DATA COLLECTION
by indonesian nurse on May.12, 2009, under English
The nurse must possess strong cognitive, interpersonal, and technical skills in order to elicit appropriate information and make relevant observations during the data collection process. This process often begins prior to initial contact between the nurse and the client, primarily through the nurse’s review of biographical data and medical records. Upon meeting the client, the nurse continues data collection through interview, observation, and examination. A variety of sources and methods are used in compiling a comprehensive database.
Types of Data
Client data include information that the client communicates concerning perceptions of his or her own health status, as well as specific observations made by the nurse. These two types of information are referred to as subjective and objective data. Subjective data are data from the client’s point of view and include feelings, perceptions, and concerns. The data (also referred to as symptoms) are obtained through interviews with the client. They are called subjective because they rely on the feelings or opinions of the person experiencing them and cannot be readily observed by another.
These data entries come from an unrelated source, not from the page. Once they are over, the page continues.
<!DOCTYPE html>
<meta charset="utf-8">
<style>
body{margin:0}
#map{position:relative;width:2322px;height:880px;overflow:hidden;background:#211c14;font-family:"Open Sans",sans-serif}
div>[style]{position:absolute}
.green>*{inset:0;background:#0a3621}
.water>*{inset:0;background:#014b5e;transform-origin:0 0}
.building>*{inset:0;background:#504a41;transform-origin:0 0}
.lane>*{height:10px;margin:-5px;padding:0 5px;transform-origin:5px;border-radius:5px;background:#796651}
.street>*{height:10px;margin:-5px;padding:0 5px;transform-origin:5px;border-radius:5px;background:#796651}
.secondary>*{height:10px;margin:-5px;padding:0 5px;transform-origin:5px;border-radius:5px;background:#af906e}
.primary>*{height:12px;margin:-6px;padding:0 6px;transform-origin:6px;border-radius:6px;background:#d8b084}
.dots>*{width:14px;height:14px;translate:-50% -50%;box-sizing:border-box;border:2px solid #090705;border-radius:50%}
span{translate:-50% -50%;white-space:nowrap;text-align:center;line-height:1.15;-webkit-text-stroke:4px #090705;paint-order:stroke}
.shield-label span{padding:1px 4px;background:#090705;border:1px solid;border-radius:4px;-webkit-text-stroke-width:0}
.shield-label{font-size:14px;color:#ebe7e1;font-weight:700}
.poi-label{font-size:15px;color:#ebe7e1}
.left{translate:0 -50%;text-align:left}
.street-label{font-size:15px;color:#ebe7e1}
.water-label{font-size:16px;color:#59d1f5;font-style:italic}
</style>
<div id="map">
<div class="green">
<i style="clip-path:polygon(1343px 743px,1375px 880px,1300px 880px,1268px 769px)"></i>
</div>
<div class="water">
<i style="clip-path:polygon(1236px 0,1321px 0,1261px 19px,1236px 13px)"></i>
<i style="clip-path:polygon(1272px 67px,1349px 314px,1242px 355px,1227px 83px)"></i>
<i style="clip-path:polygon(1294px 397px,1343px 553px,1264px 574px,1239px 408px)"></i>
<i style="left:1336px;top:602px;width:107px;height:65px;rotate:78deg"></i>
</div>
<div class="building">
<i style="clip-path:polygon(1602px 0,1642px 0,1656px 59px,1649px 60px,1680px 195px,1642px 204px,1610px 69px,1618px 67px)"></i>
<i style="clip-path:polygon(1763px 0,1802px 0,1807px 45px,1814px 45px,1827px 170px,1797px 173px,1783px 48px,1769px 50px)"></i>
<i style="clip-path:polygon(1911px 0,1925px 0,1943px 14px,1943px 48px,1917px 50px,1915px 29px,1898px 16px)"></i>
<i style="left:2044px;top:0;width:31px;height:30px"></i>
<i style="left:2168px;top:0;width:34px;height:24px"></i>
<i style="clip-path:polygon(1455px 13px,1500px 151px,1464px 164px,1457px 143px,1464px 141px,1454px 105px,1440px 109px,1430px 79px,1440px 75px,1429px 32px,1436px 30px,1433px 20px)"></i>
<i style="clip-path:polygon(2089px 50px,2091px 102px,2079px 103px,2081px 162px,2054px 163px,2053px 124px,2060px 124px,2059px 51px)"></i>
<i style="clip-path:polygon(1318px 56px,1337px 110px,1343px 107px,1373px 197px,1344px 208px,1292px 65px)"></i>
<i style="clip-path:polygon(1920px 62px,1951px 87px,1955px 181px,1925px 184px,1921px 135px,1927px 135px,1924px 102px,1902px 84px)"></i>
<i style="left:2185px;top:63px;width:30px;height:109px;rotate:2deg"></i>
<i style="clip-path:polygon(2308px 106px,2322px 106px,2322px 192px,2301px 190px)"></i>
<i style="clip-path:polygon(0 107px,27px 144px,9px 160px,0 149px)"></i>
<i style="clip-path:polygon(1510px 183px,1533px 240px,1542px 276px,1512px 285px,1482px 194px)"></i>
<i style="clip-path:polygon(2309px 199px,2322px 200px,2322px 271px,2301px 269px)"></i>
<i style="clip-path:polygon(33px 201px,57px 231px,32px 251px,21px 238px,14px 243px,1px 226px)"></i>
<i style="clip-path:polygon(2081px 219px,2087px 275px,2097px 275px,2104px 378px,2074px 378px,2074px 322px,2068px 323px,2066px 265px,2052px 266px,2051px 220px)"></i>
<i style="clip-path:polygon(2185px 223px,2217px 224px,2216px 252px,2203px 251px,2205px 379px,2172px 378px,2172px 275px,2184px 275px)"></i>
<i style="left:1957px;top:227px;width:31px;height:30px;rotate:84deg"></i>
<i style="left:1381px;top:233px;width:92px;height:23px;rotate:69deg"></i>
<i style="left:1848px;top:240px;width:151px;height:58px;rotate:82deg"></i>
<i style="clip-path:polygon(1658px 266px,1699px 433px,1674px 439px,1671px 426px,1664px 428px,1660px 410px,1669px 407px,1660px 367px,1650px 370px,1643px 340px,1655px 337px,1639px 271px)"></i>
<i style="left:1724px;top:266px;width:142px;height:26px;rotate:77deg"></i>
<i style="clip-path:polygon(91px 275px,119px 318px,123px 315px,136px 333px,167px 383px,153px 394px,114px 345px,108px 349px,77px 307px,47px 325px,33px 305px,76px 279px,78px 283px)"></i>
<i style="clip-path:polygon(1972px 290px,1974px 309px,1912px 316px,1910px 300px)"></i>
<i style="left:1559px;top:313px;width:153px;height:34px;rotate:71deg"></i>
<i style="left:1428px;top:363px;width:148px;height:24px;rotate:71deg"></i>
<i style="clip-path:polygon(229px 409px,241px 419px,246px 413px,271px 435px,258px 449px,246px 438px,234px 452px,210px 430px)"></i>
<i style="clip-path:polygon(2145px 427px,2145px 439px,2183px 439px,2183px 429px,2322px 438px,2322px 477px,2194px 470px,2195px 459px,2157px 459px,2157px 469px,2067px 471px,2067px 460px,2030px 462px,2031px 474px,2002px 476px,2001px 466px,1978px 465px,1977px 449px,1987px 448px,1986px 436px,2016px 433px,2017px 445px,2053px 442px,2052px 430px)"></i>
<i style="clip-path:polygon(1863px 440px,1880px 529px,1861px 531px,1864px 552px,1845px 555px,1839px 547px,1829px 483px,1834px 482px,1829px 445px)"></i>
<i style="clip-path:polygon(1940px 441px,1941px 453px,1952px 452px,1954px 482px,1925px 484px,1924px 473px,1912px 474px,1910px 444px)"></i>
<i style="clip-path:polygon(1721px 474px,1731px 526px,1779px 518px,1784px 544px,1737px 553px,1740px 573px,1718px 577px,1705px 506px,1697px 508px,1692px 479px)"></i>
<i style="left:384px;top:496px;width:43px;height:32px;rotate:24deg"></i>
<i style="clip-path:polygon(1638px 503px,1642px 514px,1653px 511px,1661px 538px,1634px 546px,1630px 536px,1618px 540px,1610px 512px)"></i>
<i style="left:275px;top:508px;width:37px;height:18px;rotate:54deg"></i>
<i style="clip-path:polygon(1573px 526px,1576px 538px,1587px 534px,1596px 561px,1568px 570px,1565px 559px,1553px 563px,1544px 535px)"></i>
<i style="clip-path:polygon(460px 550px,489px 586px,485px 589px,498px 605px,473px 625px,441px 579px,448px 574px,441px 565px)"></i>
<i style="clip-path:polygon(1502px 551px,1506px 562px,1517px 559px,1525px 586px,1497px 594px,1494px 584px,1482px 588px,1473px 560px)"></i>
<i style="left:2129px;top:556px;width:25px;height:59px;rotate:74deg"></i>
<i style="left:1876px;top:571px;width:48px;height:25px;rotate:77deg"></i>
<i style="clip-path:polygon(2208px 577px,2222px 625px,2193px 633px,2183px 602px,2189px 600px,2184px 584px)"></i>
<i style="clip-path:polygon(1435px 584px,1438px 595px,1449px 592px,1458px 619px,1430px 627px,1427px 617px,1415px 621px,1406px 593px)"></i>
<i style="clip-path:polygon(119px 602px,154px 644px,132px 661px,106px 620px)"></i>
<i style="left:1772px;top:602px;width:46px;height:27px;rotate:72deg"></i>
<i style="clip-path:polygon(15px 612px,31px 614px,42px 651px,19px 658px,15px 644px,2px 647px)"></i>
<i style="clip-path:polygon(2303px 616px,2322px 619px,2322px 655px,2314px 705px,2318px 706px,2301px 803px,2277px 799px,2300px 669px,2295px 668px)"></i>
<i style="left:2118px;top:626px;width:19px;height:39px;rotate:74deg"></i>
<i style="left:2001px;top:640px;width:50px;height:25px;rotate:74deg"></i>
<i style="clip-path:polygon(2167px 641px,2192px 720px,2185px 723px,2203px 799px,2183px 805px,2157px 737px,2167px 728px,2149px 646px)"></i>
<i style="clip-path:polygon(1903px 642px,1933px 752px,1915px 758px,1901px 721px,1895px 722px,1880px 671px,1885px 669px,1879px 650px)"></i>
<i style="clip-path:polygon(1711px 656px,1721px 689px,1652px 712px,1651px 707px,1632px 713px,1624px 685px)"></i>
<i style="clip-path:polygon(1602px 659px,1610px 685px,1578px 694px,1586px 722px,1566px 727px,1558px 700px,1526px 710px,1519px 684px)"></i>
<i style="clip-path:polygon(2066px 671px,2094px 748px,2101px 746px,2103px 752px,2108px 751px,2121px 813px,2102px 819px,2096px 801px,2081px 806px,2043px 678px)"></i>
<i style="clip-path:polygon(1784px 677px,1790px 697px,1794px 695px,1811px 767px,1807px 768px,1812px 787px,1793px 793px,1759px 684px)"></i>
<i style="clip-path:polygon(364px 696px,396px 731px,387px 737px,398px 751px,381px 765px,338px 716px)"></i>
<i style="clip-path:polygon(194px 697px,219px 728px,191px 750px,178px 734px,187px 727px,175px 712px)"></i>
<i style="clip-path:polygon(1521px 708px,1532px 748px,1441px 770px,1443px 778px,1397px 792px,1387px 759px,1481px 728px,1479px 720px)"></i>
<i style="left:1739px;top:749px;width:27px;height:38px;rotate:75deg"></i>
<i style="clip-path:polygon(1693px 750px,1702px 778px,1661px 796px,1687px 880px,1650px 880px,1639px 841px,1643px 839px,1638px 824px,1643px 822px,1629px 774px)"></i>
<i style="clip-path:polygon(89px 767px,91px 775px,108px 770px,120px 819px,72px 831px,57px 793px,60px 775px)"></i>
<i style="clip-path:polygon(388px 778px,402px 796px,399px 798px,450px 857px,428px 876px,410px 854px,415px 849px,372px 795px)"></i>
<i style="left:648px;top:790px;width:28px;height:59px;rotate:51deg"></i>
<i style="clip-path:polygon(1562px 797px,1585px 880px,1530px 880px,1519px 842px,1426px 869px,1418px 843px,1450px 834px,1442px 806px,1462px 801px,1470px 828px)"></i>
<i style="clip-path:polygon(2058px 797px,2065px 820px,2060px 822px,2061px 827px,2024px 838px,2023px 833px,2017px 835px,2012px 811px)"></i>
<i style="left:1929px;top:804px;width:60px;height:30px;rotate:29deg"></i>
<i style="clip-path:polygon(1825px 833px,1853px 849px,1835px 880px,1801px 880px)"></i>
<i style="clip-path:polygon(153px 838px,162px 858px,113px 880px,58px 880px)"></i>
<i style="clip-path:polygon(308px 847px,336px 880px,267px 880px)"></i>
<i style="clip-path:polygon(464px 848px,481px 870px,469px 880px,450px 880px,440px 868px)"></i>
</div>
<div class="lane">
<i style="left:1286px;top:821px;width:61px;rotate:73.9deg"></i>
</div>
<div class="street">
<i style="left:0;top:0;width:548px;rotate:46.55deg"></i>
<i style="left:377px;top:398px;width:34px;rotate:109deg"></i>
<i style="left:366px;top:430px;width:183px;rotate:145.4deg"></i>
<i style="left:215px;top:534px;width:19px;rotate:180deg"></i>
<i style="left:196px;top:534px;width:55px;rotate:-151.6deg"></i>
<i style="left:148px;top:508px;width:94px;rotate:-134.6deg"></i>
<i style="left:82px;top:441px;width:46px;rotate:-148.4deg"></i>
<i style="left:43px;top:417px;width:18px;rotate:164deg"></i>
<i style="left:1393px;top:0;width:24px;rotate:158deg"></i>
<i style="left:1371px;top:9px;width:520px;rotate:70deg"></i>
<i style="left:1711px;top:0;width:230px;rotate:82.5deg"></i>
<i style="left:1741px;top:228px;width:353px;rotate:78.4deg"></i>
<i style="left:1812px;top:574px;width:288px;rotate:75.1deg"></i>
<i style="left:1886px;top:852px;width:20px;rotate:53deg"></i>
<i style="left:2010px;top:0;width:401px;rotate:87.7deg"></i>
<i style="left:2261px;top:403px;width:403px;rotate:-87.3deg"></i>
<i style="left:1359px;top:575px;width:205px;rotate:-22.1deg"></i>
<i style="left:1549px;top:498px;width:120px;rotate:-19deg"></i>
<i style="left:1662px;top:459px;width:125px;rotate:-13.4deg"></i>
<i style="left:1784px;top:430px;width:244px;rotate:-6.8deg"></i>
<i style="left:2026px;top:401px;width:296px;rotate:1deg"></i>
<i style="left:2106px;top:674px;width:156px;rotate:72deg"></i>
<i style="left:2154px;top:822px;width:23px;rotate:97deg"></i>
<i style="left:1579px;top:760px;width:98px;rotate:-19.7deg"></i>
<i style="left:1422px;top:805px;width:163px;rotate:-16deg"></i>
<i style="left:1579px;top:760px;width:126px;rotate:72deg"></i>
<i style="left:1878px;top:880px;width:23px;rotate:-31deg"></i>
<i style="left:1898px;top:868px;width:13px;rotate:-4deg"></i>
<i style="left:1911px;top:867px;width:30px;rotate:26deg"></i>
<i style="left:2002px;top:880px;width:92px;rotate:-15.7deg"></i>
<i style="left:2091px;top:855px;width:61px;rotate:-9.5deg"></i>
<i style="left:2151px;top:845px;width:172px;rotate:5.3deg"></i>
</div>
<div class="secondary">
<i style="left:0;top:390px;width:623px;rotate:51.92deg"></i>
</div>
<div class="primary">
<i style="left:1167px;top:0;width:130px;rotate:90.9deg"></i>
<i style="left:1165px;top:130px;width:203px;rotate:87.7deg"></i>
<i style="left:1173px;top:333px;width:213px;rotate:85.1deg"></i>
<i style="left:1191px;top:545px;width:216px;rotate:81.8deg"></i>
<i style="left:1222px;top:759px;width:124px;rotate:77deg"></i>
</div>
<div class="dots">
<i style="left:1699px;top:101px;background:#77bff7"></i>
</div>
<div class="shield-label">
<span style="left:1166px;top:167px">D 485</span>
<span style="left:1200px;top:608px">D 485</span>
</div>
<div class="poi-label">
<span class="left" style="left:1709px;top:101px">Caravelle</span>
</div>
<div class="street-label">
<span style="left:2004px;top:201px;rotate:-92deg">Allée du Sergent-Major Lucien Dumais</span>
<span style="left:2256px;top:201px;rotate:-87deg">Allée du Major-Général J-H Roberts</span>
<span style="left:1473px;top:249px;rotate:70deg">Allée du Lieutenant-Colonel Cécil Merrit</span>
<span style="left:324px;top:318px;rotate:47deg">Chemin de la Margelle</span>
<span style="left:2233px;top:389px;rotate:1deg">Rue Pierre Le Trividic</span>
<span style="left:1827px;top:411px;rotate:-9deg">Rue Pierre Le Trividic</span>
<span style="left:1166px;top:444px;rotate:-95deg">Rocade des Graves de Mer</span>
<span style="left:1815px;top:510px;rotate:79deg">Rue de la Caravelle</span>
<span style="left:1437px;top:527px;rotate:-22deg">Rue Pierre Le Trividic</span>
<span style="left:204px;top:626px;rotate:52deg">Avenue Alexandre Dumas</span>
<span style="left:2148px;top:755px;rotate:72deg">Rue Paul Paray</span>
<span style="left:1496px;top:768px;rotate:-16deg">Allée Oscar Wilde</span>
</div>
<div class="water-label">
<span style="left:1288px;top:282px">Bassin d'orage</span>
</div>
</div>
Objective data are observable and measurable (quantitative) data that are obtained through observation, standard assessment techniques performed during the physical examination, and laboratory and diagnostic testing. These data (also called signs) can be seen, heard, or felt by someone other than the person experiencing them. Assessments that are comprehensive and accurate include both subjective and objective data.
Sources of Data
A comprehensive database should include data from every possible source (see the accompanying display). The client should always be considered the primary source of information; however, other sources should not be overlooked. The client’s family and significant others can also provide useful information, especially if the client is unable to verbalize or relate information. In addition, other health care professionals who have cared for the client may contribute valuable information. Medical records should also be reviewed, including the medical history and physical examination; results of laboratory and diagnostic tests and various health care professionals should also be consulted. Pertinent literature should be investigated in order to pursue relevant information and plan appropriate nursing interventions. Written standards are valuable sources of data for comparison, for example, a standard table of infant growth to determine if an infant’s weight and height are within normal growth range. Another valuable source of data is knowledge about the client’s normal parameters of functioning. The nurse’s knowledge based on experience is another important source of data.